Les rapports du peuple juif avec quelques-uns des peuples qui l'environnaient sont un type des rapports de l'Eglise avec ses ennemis: Sodome, Ismaël, l'Egypte, Babylone ont leurs représentants dans l'histoire du véritable Israël (Gal., IV, 25. Apoc., XIV, 8).
Si, d'un côté, Israël comme fils de Dieu est envisagé quelquefois comme type de notre Seigneur, d'un autre côté quelques-uns de ses hommes et de ses caractères les plus éminents sont quelquefois pris a part, comme le préfigurant également : Moïse parmi les prophètes, David et Salomon parmi les rois; de là certaines expressions qui s'appliquaient dans l'origine au type et qui sont appliquées à Christ, comme l'antitype et l'accomplissement (cf. Osée, XI, 1 , et Matth., II , 15).
De même que le peuple, les rites et le culte de l'Ancien-Testament avaient une signification typique. Toute l'économie mosaïque était l'ombre des biens à venir, non la vive image des choses. Le corps était Christ (Héb., X, 1).
C'est ainsi que depuis que la race humaine existe, il y a eu des séries de révélations successives et progressives, des figures s'enchaînant les unes aux autres , toutes renfermant quelque vérité nouvelle et tendant à mettre en relief et à faire comprendre l'office et l'oeuvre de notre Seigneur, ou le caractère et l'histoire de son peuple.
L'histoire et le culte des Hébreux sont un type continu, et saint Augustin a pu dire que l'Ancien -Testament c'était le Nouveau-Testament voilé, ou vice-versa, que le Nouveau-Testament c'est l'Ancien-Testament dévoilé. Le fait spécial ou l'institution dont on s'occupe doit être soigneusement comparé avec les grandes vérités de l'Evangile, sans qu'on puisse s'attendre à trouver des rapprochements dans tous les détails, et l'interprétation doit être conforme à l'analogie de la foi , sous peine d'être reconnue abusive et factice.
§ 117. Abus de l'interprétation typique. - Les écrivains inspirés, quand ils font ressortir le sens spirituel et typique d'un fait ou d'une institution, ne détruisent jamais le sens littéral et historique ; ils ne s'attachent pas d'avantage à chercher un sens caché dans les mots et dans les détails, enfin ils se bornent à la recherche des types qui peuvent servir à faire ressortir des vérités pratiques ou spirituelles importantes (Héb., V, 11 ; IX, 5). Leur manière est facile, naturelle, scripturaire; elle aurait dû servir d'exemple aux commentateurs. Mais, tandis que chez eux tous les types se rapportent exclusivement aux vérités qui touchent l'histoire de la vie et l'office médiatorial de notre Sauveur, le caractère spirituel de son royaume et les destinées futures de son Eglise, les interprètes se sont jetés dans tous les écarts, ils ont passé toutes les bornes , et les détails les plus insignifiants sont 'devenus pour leur esprit des thèmes à exploiter. Il est nécessaire que nous nous y arrêtions quelques instants; des exemples feront mieux ressortir tout ce qu'il y a d'abusif dans cette manière de faire.

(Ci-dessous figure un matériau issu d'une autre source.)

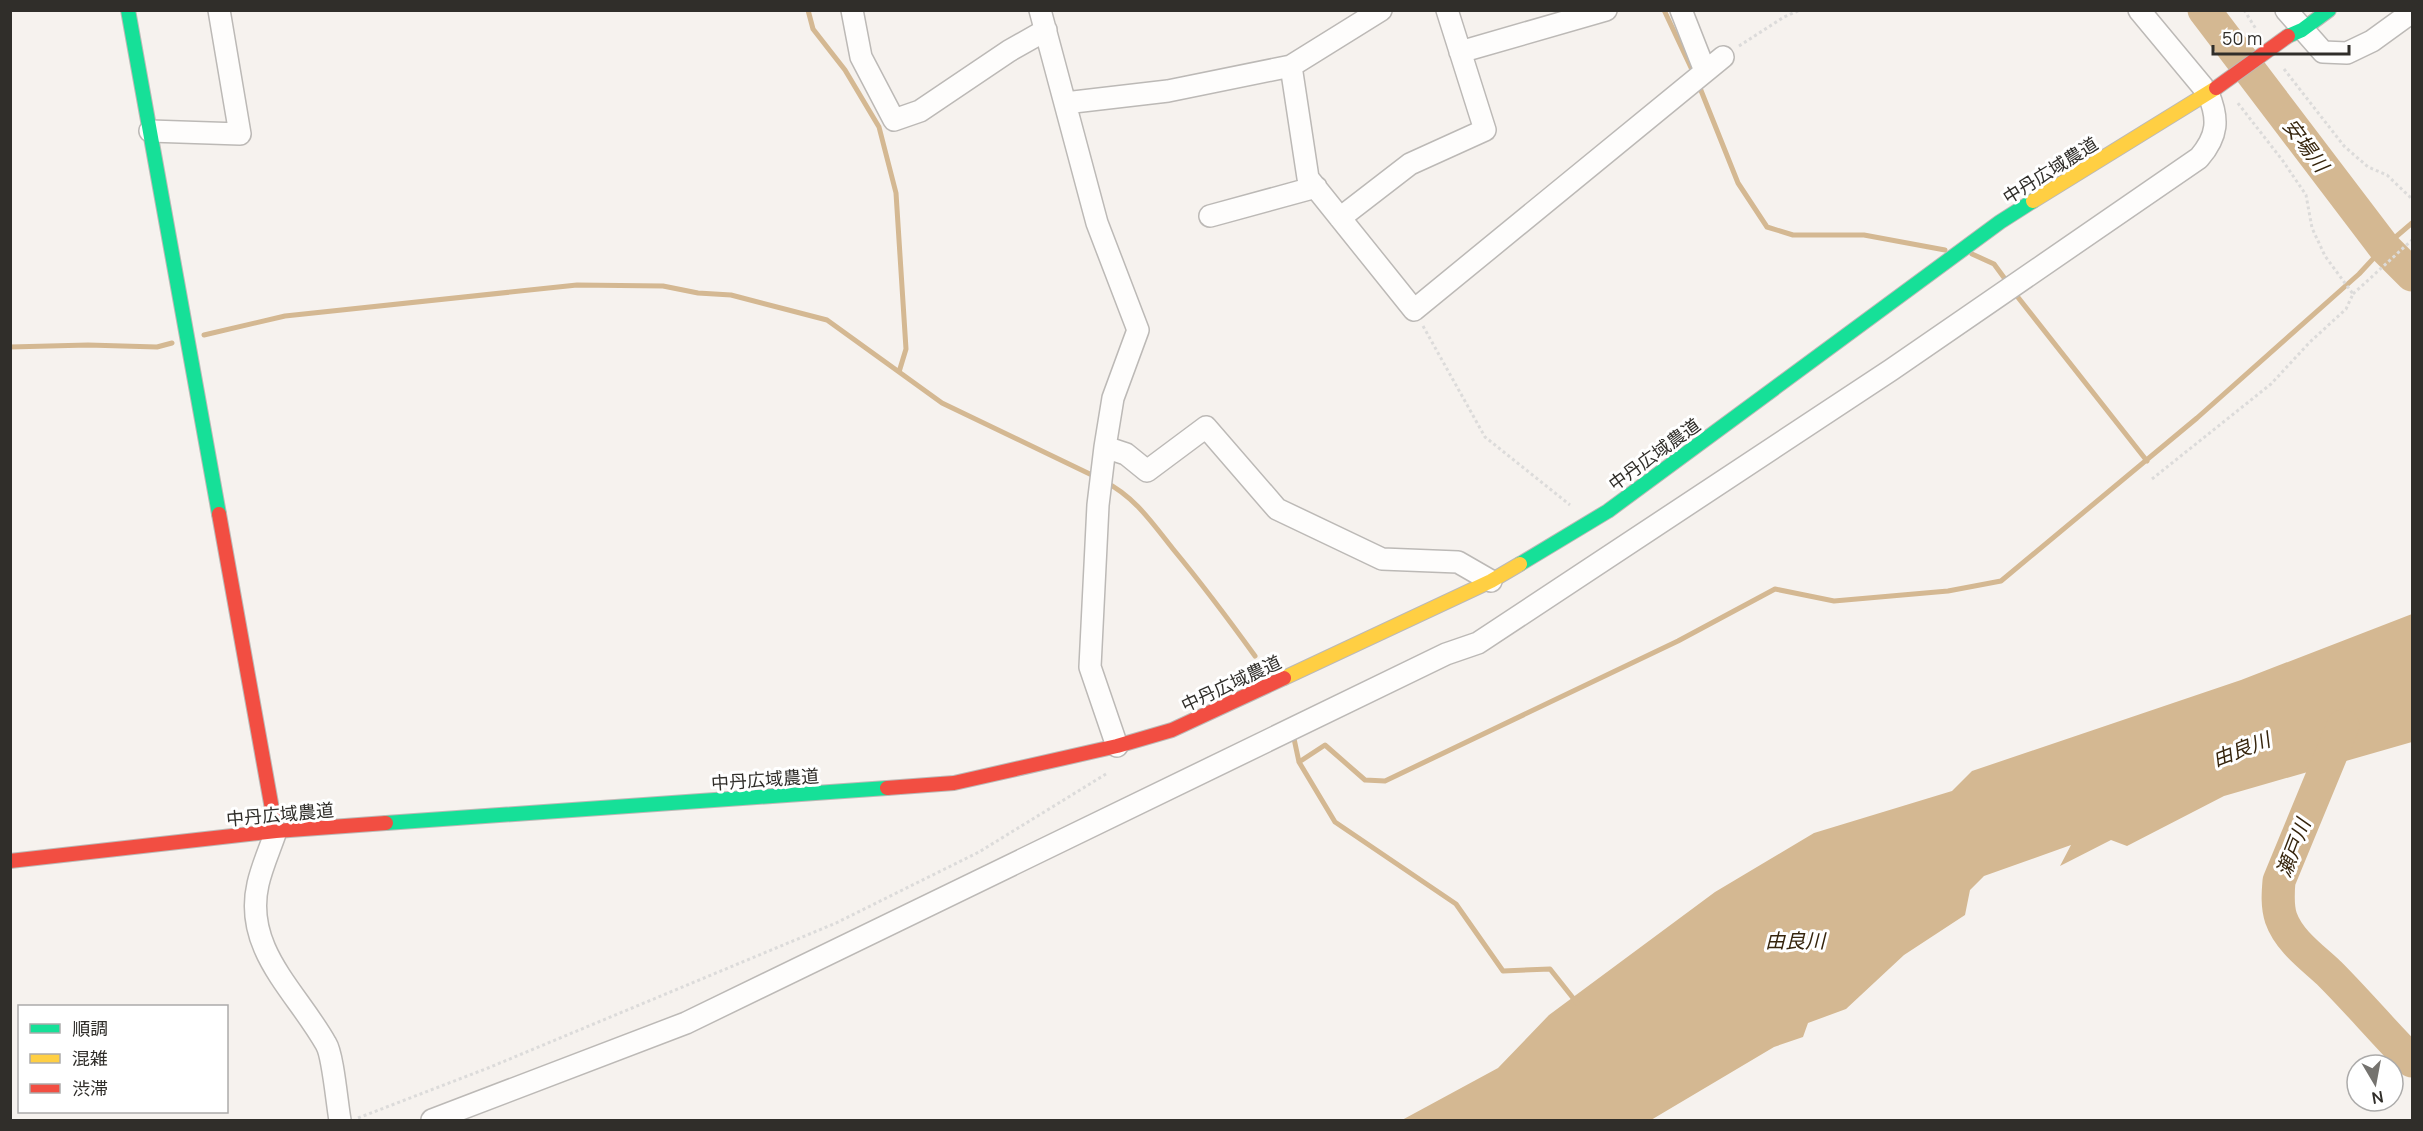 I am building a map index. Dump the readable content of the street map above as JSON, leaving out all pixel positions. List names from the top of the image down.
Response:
{
  "streets": {
    "street": ["中丹広域農道"]
  },
  "water": ["安場川", "由良川", "瀬戸川"],
  "legend": ["順調", "混雑", "渋滞"],
  "scale_bar": "50 m",
  "north": "bottom"
} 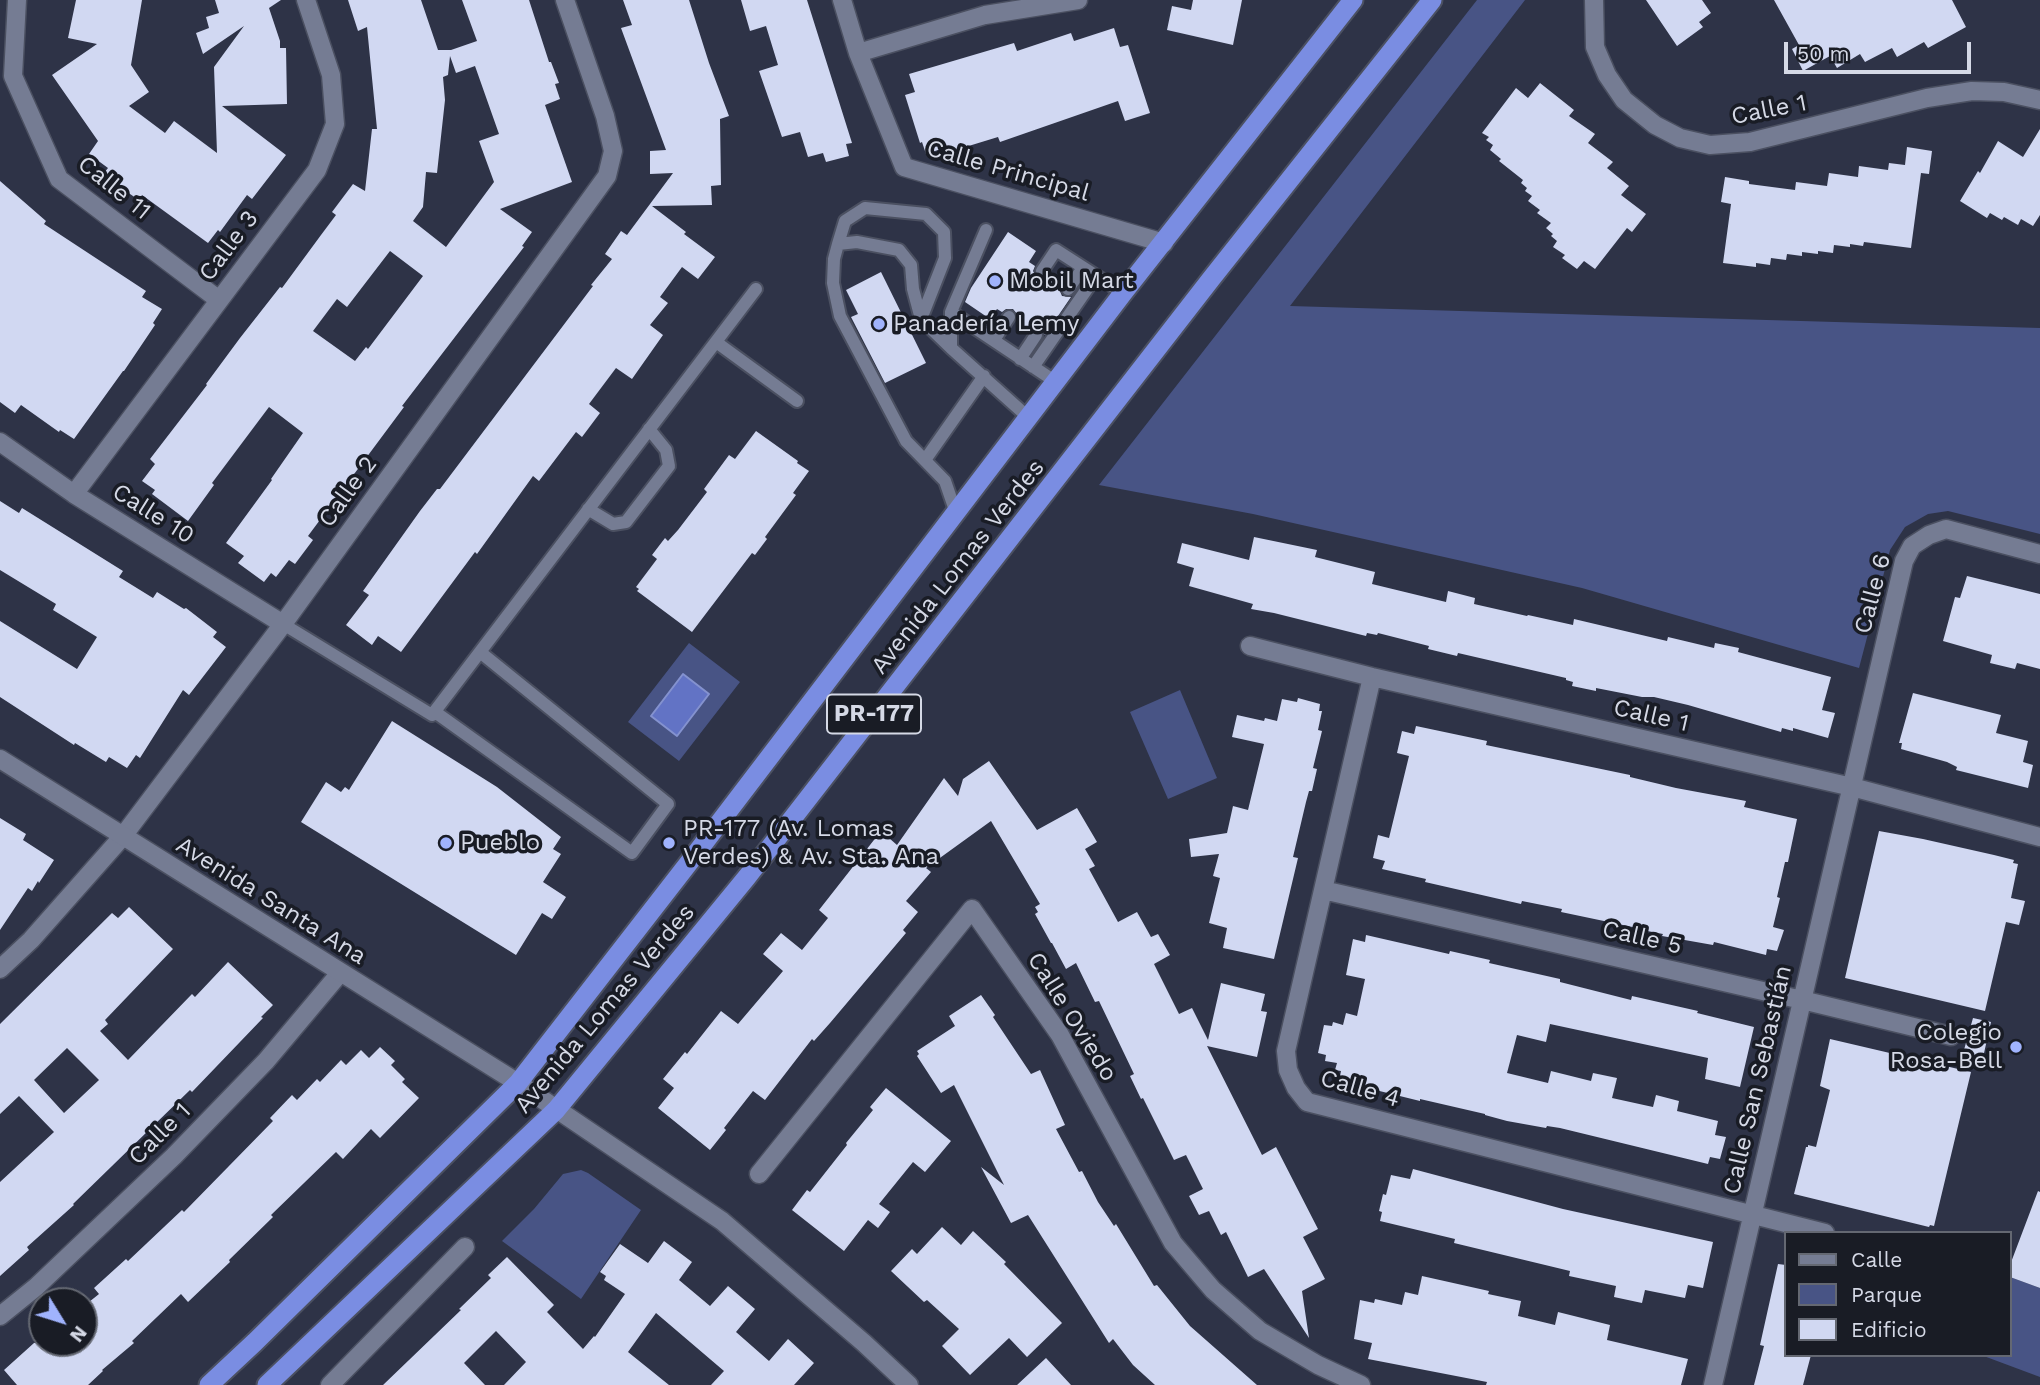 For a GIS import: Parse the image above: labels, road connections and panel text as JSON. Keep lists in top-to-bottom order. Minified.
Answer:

Les anciens Juifs se sont occupés à trouver des allégories dans les mots, les lettres et les chiffres de l'Ecriture.
Ils ont voulu prouver la doctrine de la trinité par les trois lettres qui forment en hébreu le mot créa (B'ra) (Gen., I, 1); la première est le commencement du mot ben (fils); la seconde est le commencement de rouach (esprit) , et la troisième de ab (père). - Ils rapportent à Jésus-Christ Ps. XXI, 1 , parce que les lettres du mot hébreu a se réjouira » (Yismach), forment par leur transposition le mot M'shiach (Messie). La lettre a se trouve six fois dans Gen. , I, 1 , et comme cette lettre deux fois pointée représente le chiffre mille , ils en ont conclu que le monde durerait six mille ans, et ils en font une doctrine scripturaire. Ils regardent le signe de l'accusatif ath , ou plutôt eth, comme le symbole de la perfection, de la plénitude d'une chose, parce qu'il est formé de la première et de la dernière lettre de l'alphabet hébraïque. Enfin le faux Barnabas explique que si Abraham circoncit trois cent dix-huit hommes de sa maison (Gen., XIV, 14), c'est que ce chiffre représente en lettres grecques, Jésus et la croix. 1 = 10; H (é) = 8, et T (la croix) = 300.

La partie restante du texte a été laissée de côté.